慢慢的接近棺材,我开始不自觉得激动起来,身上每一处都是愉快的,我终于找到了自己,终于可以离开这个悲伤的世界了,越来越近却没想到脚下一滑,因为太过激动,脚下的腰带被我踩偏了,脱离了腰带的比量,我再一次回到了圆的中心。
脑子缓了过来,突然有些后怕,我究竟在做什么,为什么刚刚突然想要钻进棺材里,再看看眼前那口棺材。
我愣住了。
那口棺材根本就没有打开,那么,我刚刚打开的是什么东西。
难道又是幻觉,火苗继续“噗噗”的燃烧着,我能听到自己的心跳,它也在随着火苗的声音,做着同步的跃动。
这四周的油灯,有问题!
它在慢慢的用声音改变着我身体的某些东西,使我不断跟着某种思维走,以达到建造这座墓的人不可告人的秘密!
“啊!”我突然喊了一声,耳边的油灯燃烧声瞬间被喊声盖过,我觉得脑子都变得清醒了过来,只是喊声刚过,火苗燃烧声又一次的响起,这次我感觉到了,那声音响起的一瞬间,我的身子和我的意识就被网一样的东西包裹住了。
薄薄的一层,但是却阻绝了我和外界的接触,我只能感觉到那薄薄的东西带给我的感受。
果然是声音的问题。
人是依靠视觉、听觉和触觉来感受这个世界的,现在我的视觉被火焰所控制,我的听觉也被火焰的燃烧声控制,就连身体都被某种物质控制住了,也就是说,我现在所做的一切和感受到的一切,统统都是虚幻中的东西加载给我的。
我用力的挠了挠头,我以为我自己向棺材迈步了,但是每次都会重新回到圆心,其实那只是虚幻中那个操控者给予我的感受,说通俗点,其实就是那一圈燃烧的油灯给我的幻象。

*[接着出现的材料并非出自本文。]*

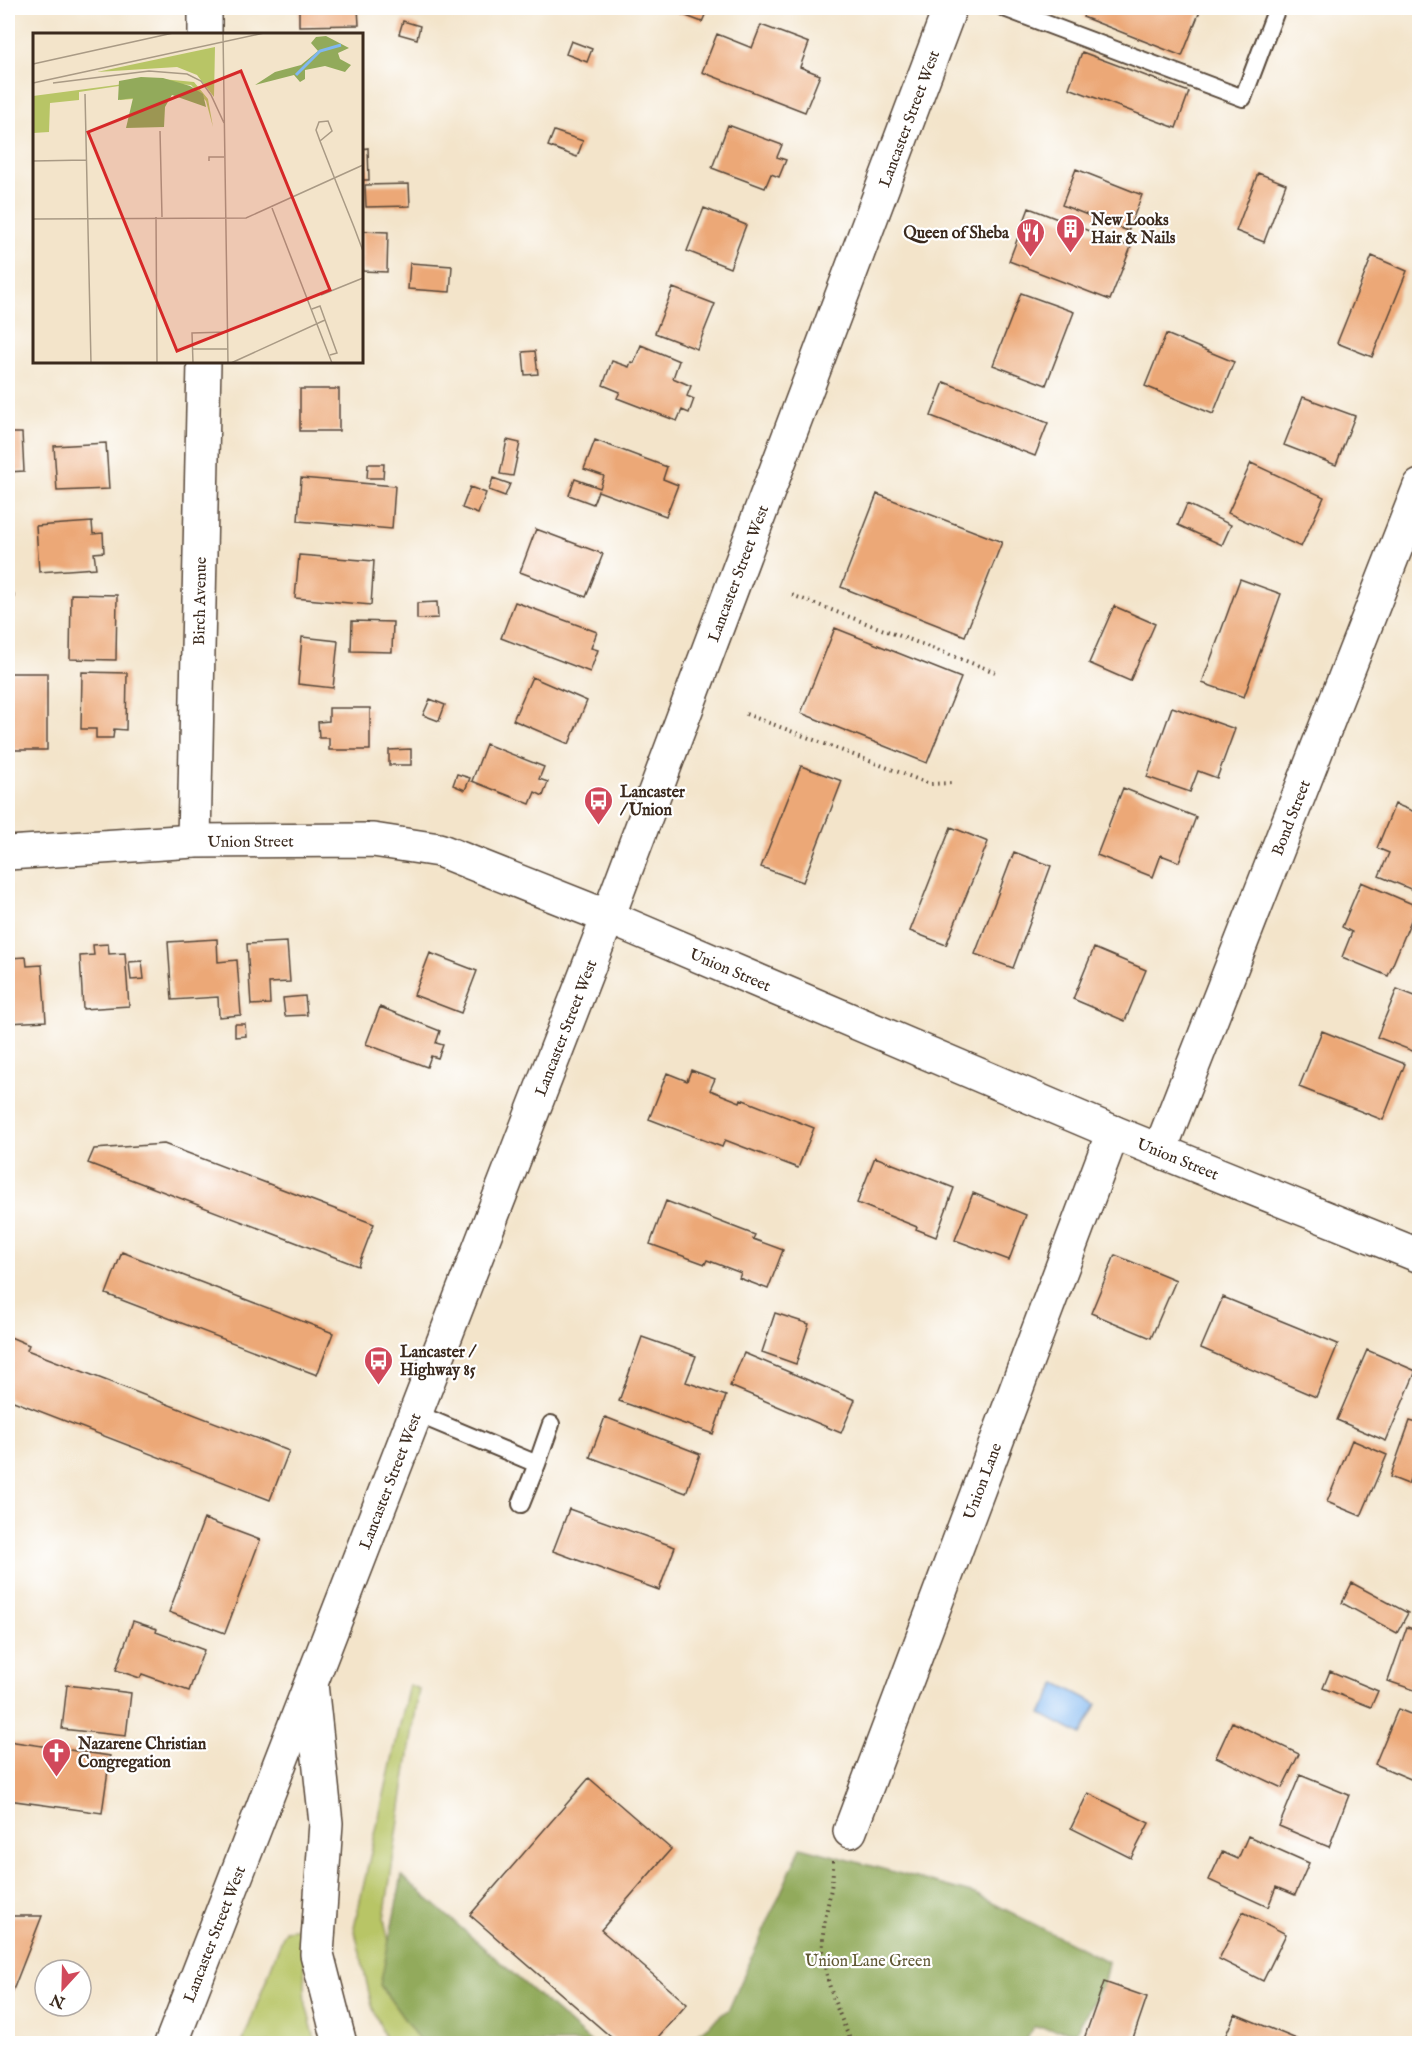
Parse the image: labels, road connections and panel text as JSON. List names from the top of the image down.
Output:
{
  "streets": {
    "main road": [
      "Lancaster Street West",
      "Birch Avenue",
      "Bond Street",
      "Union Street",
      "Union Lane"
    ]
  },
  "crossings": [
    ["Lancaster Street West", "Union Street"],
    ["Birch Avenue", "Union Street"],
    ["Bond Street", "Union Street"],
    ["Union Street", "Union Lane"]
  ],
  "parks": ["Union Lane Green"],
  "places": {
    "building": ["New Looks Hair & Nails"],
    "restaurant": ["Queen of Sheba"],
    "bus stop": ["Lancaster / Union", "Lancaster / Highway 85"],
    "church": ["Nazarene Christian Congregation"]
  },
  "north": "bottom"
}
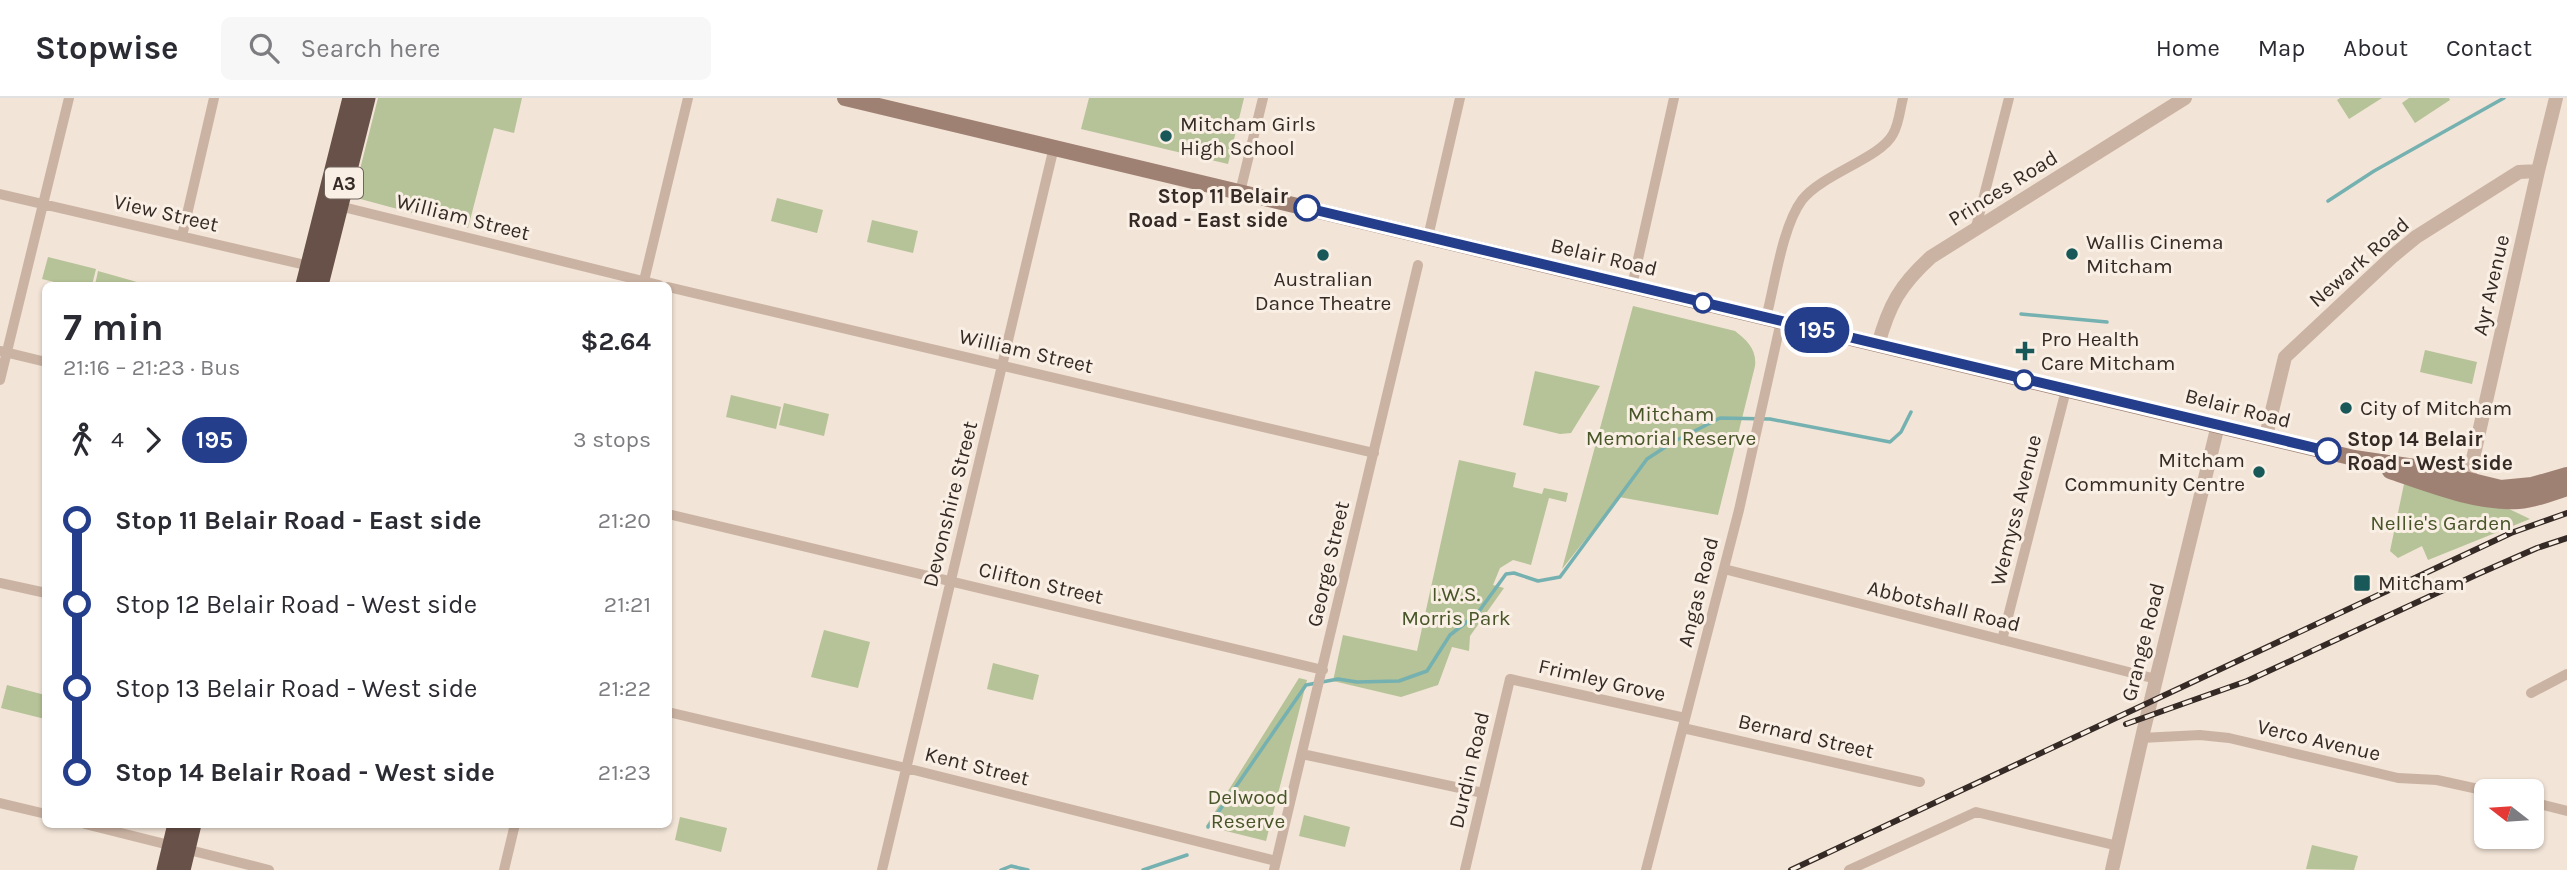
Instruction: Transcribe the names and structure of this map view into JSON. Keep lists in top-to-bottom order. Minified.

现实中,我的身体连动都没动,只不过是动了一个走路的想法。
所以,我才离不开古怪的圆环。
那么,打灭那些油灯,是不是就能破开这个障眼法?
是的,这就是障眼法,这才是真真正正的鬼打墙,用科学完全可以解释的鬼打墙,油等产生某种频率,用声音和视觉来干扰我的判断!
那么打灭了这些油灯,定然就能够走出这个古怪的阵法。
心中这么想着,右手摆了一个变态的兰花指,然后身体猛的向前蹿去。
我只是想确定一下,是不是我怎么努力都无法走出这个圆圈。
果然,我蹿了两步,就在我快要摸到棺材的时候,再一次的回到了圆心的正中央,而我的右手,依旧摆着一个很娘的兰花指!
都是幻景。
我心中动了动,想起一个好办法,我可以唱歌来掩盖油灯的声音,然后闭着眼睛去打灭那些油灯,哪怕打灭一部分也好。
当下就吼了起来:“东方红,太阳升……”
我的声音很大,喊得我嗓子都嘶哑了,然后看准了一个方向,我闭上眼。
一瞬间,世界变成了黑,我只能听到自己的嘶喊声,但是恐惧莫名其妙的涌上了心头,我总感觉我身后跟着一个血肉模糊的死人,我走一步,他就跟一步。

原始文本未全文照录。